Murnaghan Interview with Lord Roger Liddle, former advisor to Barroso

Sunday 2 November 2014

Murnaghan Interview with Lord Roger Liddle, former advisor to Barroso


ANY QUOTES USED MUST BE ATTRIBUTED TO MURNAGHAN, SKY NEWS 

DERMOT MURNAGHAN: Well yesterday was a big day in Europe.  You might not have noticed, chances are you won’t have noticed at all but a new European Commission started work and that means a whole new team of people in charge making big decisions that affect all of us.  Well what does this mean for Britain’s relationship with Europe and what challenges lie ahead for the European Union?  In a moment I’ll speak to the new Vice President of the European Commission itself but first of all I am joined by Roger Liddle who was an advisor to the last President of the Commission and was Tony Blair’s advisor on Europe, he is also a Labour peer.  A very good morning to you Roger Liddle, just tell us first of all because as I say, a lot of people won’t have noticed any changes going on, why does it matter to the UK?  What’s going on here?

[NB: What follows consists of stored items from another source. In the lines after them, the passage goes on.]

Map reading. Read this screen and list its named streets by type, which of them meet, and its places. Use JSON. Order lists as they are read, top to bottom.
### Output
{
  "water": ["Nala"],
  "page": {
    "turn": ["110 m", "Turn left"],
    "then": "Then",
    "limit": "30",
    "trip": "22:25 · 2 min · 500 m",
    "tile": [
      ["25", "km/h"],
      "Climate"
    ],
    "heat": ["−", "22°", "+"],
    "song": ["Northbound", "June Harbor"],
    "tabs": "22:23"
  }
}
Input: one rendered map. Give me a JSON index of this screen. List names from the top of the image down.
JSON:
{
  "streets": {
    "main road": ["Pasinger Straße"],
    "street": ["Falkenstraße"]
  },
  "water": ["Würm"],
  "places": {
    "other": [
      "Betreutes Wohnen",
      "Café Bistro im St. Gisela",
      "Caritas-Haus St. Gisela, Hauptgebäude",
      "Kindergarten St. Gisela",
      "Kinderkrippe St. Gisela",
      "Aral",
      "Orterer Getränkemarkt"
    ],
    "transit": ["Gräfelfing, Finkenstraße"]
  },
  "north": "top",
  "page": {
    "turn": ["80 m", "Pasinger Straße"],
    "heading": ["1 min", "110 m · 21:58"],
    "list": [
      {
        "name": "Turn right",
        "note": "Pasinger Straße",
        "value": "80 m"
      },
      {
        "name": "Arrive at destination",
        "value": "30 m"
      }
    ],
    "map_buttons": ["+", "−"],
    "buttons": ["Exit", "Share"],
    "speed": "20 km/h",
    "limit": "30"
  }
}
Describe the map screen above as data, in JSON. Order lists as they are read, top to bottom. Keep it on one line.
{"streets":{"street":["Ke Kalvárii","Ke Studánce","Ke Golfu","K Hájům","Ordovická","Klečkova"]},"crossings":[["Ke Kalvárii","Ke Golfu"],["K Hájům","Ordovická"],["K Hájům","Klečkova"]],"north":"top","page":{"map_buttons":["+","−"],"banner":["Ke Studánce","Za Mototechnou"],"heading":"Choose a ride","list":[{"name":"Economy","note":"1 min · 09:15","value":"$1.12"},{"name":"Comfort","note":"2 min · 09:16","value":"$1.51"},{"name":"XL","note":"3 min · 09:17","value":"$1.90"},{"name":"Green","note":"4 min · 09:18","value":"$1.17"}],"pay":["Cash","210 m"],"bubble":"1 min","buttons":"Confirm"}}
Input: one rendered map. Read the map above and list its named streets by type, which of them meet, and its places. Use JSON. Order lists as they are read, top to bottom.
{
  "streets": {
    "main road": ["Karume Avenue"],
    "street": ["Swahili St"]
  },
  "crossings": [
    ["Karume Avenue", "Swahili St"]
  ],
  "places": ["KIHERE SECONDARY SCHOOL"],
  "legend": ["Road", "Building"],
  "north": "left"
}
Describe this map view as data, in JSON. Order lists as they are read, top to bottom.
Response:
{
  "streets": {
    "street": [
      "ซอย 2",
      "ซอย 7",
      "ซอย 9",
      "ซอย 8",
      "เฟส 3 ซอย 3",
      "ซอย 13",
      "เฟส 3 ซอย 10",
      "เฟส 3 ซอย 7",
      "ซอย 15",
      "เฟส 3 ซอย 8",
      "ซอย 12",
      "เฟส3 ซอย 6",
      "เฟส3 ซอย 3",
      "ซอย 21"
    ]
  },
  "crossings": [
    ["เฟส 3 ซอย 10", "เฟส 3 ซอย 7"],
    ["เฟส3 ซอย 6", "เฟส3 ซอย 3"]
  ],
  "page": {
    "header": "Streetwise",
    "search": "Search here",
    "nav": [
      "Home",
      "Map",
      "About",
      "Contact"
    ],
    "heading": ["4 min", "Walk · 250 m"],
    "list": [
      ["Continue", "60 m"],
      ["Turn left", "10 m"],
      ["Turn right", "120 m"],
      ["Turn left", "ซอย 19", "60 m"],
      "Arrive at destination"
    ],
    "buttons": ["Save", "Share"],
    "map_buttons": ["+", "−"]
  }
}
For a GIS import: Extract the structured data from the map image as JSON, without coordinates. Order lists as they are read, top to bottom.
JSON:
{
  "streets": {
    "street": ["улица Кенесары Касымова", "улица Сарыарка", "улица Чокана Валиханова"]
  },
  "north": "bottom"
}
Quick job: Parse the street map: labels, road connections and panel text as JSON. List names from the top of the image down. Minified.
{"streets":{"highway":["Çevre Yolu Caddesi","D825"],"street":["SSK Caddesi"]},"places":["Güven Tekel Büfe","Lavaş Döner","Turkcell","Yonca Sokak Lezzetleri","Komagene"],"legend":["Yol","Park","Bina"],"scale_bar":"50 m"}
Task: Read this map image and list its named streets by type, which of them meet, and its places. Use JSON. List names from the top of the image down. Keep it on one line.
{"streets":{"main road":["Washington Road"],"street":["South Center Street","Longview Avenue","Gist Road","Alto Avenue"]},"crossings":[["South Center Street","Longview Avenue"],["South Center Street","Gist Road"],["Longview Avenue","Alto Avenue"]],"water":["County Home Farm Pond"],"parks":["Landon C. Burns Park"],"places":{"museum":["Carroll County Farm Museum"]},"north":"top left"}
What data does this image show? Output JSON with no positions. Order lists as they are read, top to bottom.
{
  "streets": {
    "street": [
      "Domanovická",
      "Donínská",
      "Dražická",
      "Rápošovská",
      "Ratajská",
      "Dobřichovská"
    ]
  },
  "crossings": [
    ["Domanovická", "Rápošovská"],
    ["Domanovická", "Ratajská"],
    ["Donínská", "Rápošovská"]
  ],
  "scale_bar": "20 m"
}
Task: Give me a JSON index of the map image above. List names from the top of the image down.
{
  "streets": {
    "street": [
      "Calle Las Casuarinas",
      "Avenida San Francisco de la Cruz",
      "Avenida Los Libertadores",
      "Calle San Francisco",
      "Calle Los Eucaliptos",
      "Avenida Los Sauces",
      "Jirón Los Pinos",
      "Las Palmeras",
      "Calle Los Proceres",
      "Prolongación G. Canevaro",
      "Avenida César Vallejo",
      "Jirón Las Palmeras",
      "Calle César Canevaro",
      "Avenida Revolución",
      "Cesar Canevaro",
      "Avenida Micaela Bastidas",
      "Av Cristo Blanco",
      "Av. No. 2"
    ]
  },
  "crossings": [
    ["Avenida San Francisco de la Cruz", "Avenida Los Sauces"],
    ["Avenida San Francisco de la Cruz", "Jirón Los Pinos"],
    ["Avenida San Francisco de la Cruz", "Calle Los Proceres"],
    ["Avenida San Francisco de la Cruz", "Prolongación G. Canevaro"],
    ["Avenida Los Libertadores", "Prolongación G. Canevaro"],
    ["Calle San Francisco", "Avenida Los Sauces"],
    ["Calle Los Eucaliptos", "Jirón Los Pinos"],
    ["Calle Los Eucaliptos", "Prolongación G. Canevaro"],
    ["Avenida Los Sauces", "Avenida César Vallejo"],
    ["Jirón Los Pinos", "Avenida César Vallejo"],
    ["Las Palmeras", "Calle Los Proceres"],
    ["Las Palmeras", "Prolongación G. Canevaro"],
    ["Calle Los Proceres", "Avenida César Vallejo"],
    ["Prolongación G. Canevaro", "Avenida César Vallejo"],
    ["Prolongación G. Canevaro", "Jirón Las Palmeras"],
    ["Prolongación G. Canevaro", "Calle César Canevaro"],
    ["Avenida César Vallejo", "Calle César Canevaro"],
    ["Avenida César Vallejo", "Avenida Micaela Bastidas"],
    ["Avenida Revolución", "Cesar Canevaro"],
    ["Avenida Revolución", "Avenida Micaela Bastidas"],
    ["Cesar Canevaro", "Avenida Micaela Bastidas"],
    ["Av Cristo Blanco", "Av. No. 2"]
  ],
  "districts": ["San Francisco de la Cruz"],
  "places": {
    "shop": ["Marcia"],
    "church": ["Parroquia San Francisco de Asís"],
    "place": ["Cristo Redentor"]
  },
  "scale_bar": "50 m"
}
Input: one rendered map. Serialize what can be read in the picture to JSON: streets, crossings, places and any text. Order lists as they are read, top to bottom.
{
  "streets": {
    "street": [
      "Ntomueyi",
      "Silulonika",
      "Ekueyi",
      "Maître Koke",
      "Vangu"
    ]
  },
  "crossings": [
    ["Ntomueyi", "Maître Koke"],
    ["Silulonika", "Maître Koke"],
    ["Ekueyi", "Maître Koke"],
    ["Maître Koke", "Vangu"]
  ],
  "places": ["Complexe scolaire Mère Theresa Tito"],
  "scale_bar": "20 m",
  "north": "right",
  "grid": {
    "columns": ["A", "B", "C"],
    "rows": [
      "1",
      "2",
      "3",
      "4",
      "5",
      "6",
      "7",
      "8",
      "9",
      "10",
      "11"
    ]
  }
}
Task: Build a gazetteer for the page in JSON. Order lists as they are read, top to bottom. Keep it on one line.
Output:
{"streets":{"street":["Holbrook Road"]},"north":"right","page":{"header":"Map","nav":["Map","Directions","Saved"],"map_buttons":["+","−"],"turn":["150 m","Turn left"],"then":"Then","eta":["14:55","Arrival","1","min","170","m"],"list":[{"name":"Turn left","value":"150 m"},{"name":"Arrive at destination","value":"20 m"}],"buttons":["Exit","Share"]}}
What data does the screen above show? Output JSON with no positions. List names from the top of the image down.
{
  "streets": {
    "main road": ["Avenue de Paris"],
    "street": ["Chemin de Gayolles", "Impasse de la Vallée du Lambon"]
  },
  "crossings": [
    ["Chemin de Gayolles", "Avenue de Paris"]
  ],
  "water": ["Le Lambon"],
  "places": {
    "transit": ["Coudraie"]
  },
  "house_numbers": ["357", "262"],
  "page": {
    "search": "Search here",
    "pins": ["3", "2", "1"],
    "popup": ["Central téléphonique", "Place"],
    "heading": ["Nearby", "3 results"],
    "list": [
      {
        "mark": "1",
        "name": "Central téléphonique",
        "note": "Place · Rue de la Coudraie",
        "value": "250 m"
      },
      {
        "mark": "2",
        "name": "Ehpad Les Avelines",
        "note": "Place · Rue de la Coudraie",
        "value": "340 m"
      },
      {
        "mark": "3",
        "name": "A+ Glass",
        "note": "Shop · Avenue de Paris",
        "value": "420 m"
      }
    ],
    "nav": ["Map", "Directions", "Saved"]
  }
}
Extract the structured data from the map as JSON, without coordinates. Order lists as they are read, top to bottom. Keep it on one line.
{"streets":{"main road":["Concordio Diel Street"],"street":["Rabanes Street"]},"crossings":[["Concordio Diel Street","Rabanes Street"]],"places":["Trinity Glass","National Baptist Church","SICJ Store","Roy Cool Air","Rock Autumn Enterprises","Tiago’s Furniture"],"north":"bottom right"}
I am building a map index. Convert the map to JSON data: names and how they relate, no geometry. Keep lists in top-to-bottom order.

LORD LIDDLE: Well I think it’s sad to say when people think of the Commission they think of a sort of useless body of interfering bureaucrats.  It isn’t useless because if we want to change the way that Europe works, it is the Commission that has the right of initiative to change things.  Interfering, yes, it does get things wrong sometimes and it may have got one of the things wrong recently but it interferes generally to enforce the rules and that’s in our interests because we’ve got a very strong interest in the single market.  

DM: But that’s the UK’s point, are there too many rules, too much red tape?

LORD LIDDLE: Well we are very, very strong proponents of the single market, the single market is to a large extent a British creation and to make it work it requires a lot of rules and it is the Commission that enforces those rules and that’s why the European Commission, on the whole the British should be positive about the European Commission.

DM: Staying with the broad points, we can deal with that in a moment but you mentioned there that it is seen as this huge bureaucracy and seen as, one of the words you left out there, as undemocratic, unsupervised bureaucracy, there is no control on it particularly for the United Kingdom.  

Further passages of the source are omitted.